Mozart symphony No.39.


----------



## Tristan

KenOC said:


> For a good time call Brahms, Academic Festival Overture.


I still don't have that on CD... 



petter said:


> Mozart symphony No.39.


I love the 4th movement; definitely one of the happiest-sounding Mozart pieces.


----------



## BurningDesire

Jupiter from The Planets by Holst, and The Alcotts (movement III) from Charles Ives' Concord Sonata are both amazingly joyous. I also find The 6th Symphony of Beethoven to be full of incredible, genuine happiness.


----------



## KenOC

BurningDesire said:


> Jupiter from The Planets by Holst, and The Alcotts (movement III) from Charles Ives' Concord Sonata are both amazingly joyous. I also find The 6th Symphony of Beethoven to be full of incredible, genuine happiness.


Hey, we're talking about FUN here! Mozart, Marriage of Figaro Overture. Beethoven, finale of Symphony #4. That sort of thing.


----------



## presto

Jumping Bean, this always makes me smile!


----------



## GreenMamba

Mendelssohn's 4th Symphony.


----------



## Novelette

The third movement of Dittersdorf's Harp Concerto in A Major.

It is more than usually cheerful, almost annoyingly so.


----------



## Tristan

BurningDesire said:


> Jupiter from The Planets by Holst, and The Alcotts (movement III) from Charles Ives' Concord Sonata are both amazingly joyous. I also find The 6th Symphony of Beethoven to be full of incredible, genuine happiness.


The 5th movement of Beethoven's 6th stands out to me as being particularly joyous 



GreenMamba said:


> Mendelssohn's 4th Symphony.


Also I'd have to nominate the 2nd movement of Mendelssohn's Symphony No. 5.


----------



## Feathers

The 1st movement of Mozart's Symphony No. 29.
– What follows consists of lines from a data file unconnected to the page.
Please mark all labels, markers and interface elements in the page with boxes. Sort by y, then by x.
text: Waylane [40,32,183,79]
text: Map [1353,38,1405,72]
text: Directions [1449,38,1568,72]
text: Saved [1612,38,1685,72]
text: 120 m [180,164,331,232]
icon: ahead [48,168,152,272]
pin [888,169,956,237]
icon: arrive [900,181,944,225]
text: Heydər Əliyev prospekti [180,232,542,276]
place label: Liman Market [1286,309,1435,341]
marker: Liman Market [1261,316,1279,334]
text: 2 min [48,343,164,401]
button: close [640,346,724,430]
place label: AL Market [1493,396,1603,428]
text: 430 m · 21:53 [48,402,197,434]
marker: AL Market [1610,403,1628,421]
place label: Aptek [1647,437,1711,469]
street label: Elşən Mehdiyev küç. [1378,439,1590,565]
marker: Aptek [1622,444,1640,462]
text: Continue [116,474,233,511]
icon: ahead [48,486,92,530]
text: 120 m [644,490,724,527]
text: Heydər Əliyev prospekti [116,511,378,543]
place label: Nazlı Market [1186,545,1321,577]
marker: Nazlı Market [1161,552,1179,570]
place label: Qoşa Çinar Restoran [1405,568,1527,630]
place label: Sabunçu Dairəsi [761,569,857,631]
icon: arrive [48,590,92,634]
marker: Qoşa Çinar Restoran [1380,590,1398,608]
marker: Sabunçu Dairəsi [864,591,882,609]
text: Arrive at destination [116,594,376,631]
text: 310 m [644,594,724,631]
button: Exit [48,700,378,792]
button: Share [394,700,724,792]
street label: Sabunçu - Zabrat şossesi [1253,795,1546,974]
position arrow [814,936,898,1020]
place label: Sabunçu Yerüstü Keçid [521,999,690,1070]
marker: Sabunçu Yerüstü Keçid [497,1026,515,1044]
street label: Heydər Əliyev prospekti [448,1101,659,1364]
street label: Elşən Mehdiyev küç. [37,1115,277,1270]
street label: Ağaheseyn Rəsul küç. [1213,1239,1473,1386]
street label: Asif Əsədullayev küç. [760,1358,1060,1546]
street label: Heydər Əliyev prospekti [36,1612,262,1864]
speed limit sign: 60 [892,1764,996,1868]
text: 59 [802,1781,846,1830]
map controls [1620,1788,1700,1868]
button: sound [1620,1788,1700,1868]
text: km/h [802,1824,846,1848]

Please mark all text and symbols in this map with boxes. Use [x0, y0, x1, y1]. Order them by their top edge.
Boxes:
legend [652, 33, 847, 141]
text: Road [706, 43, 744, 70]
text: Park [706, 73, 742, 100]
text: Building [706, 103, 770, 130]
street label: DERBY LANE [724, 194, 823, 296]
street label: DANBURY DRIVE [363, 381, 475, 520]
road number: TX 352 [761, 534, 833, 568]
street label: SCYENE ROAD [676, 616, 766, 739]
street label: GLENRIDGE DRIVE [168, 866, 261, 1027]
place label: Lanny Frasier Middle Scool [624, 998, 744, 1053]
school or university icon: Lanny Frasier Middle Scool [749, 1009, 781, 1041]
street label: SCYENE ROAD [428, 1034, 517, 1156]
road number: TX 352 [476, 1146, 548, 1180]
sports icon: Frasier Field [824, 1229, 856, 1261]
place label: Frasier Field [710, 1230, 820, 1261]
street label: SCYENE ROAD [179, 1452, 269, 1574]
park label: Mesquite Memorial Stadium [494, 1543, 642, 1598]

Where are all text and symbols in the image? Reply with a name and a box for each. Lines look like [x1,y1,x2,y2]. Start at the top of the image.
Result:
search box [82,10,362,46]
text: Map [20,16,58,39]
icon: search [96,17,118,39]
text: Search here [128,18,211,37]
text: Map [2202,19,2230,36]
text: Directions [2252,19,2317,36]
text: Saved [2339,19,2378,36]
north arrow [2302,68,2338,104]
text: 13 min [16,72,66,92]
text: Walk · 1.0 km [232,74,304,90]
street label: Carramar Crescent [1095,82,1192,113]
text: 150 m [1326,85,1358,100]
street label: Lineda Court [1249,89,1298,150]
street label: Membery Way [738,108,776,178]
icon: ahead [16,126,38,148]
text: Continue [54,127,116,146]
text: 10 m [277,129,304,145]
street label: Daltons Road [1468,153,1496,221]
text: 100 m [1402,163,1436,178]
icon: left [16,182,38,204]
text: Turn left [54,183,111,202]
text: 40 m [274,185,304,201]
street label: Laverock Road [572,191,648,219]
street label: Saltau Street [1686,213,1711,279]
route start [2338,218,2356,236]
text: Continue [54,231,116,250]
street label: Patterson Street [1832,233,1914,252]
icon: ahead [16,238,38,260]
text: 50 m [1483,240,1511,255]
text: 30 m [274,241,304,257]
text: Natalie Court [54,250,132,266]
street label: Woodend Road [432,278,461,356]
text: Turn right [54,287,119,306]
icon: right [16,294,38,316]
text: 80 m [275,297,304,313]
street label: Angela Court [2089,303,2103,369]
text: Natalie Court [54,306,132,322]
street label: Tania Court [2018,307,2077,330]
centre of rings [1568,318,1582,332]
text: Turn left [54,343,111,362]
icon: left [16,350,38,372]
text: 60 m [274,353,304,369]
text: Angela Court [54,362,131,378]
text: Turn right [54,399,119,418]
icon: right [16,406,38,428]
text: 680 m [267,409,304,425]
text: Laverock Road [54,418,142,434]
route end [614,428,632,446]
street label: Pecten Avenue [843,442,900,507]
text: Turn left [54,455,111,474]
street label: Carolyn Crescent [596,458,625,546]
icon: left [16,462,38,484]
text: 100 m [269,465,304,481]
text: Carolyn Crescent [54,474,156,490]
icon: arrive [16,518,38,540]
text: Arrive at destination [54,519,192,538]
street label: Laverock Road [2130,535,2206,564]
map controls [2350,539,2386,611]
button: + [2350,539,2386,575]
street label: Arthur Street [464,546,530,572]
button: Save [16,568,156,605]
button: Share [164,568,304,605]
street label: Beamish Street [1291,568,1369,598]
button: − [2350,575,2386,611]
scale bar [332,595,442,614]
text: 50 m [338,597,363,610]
Also, another happy movement from Mendelssohn is the 2nd movement of his 3rd symphony.


----------



## Neo Romanza

Happiest soundings pieces? Sure I've got a suggestion: Pettersson's _Symphony No. 7_.  But seriously, listen to Delius' _ Winter Night 'Sleigh Ride'_ from _Three Small Tone Poems_.


----------



## Conor71

That first movement from Schumanns 3rd always makes me feel really happy. In general though Im not all that fond of jolly music. Im not really sure why as im far from being a miserable person


----------



## Perotin

Overture Leonore no. 3 by Beethoven.
Last movement of 5th symphony by Sibelius.
Kindersymphonie by Leopold Mozart (or is it Haydn?)


----------



## Andolink

Delius: "In a Summer Garden", a fantasy for orchestra


----------



## PetrB

I use _ebullient_ to describe the quality.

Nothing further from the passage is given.